За едой, когда в разговоре наступила пауза, он вытащил из внутреннего кармана старую записную книжку красной кожи — тонкую и продолговатую, с позолоченной защелкой.
И протянул мне, чтобы я ее просмотры:
— Это то, что приходило мне в голову. Мои записи за последние дни пребывания в Клинике.
Я быстро перелистал страницы. В большинстве своем они оставались чистыми, другие же были усеяны фразами, расположенными как попало, без заголовка и знаков препинания. С его разрешения я приведу здесь некоторые строки.
«Двери рая с грохотом захлопнулись за моей спиной я не обернулся
От моих ног тянется тень моих ног по всей моей дороге до самой стены
Я иду по собственной тени под моими сомкнутыми веками словно кровавые корабли на дорогах Анатолии
Помню и красивый дом из песчаника с окнами миража
В ушах моих городской гул сладкий гул Вавилона
Некогда некогда у кромки пустыни в оазисе поглощенных песком народов
Некогда некогда врата неба некогда время нетерпения некогда будущее»
Мы вернулись затем в его гостиничный номер.

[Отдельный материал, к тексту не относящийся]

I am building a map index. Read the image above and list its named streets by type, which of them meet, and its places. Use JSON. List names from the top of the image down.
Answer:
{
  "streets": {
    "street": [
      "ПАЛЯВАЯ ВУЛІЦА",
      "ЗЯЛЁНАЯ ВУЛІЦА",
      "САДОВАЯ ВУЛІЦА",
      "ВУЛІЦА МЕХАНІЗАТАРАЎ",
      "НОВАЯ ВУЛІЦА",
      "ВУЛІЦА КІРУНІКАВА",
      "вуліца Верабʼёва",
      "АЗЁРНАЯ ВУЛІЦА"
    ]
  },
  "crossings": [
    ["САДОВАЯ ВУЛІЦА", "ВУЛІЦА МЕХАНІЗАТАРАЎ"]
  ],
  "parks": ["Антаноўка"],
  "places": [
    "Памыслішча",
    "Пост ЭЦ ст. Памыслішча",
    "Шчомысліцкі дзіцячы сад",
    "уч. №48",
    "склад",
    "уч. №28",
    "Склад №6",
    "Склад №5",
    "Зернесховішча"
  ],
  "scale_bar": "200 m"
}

Оба мы были измучены, но время поджимало, нужно было сделать последнее усилие.
— Мне осталось рассказать совсем немного, — сказал он, желая ободрить меня. — Я перехожу к семидесятым годам.
Во внешнем мире происходили теперь такие события, что их отзвуки стали доходить и до нас. Под отзвуками я имею в виду гул сражений. Разрывы, очереди, сирены «скорой помощи».
Это была еще не война. Только залпы, ее предвещавшие. Вспышки насилия, которые сопровождались все большим грохотом, раздававшимся все ближе и ближе. Во внешнем мире люди, быть может, понимали, что происходит, — мы же имели дело лишь с шумовым оформлением.
Однако этот грохот за сценой лишил нас покоя. Рассказывал ли я вам уже о пациенте, которого прозвали Сиккин? Кажется, нет. Полагаю, из всех моих товарищей по несчастью я упомянул одного лишь Лобо… Сиккин — его полная противоположность. Лобо был самым деликатным и самым безобидным существом в мире, порой у меня создавалось впечатление, будто он сам согласился на заточение, потому что его родные настаивали, а он просто не захотел с ними спорить — считал, что мир создан не для него или он сам не создан для мира, появился на свет слишком рано или слишком поздно, или не там, где следовало, или не так, как надо… короче, он безропотно оставил мир и не требовал от жизни ничего, кроме возможности время от времени посидеть за своим пианино.
С Сиккином дело обстояло совершенно иначе. Тот, прежде чем приземлиться в нашем заведении, проделал совсем другой, если можно так выразиться, «маршрут» — путь убийства. Однажды, вооружившись в приступе безумия ножом мясника, он помчался по улицам и успел ранить с десяток прохожих, в том числе одну женщину смертельно, пока его наконец не схватили. Адвокат ссылался на невменяемость подследственного, и это мнение возобладало. Он провел несколько месяцев в государственной психиатрической больнице, а затем семье удалось перевести его в образцовую клинику доктора Давваба. Иногда по дрожанию его губ можно было догадаться, что им владеет желание убивать. Но благодаря транквилизаторам — полагаю, он получал удвоенную дозу, — эти желания в нем дремали.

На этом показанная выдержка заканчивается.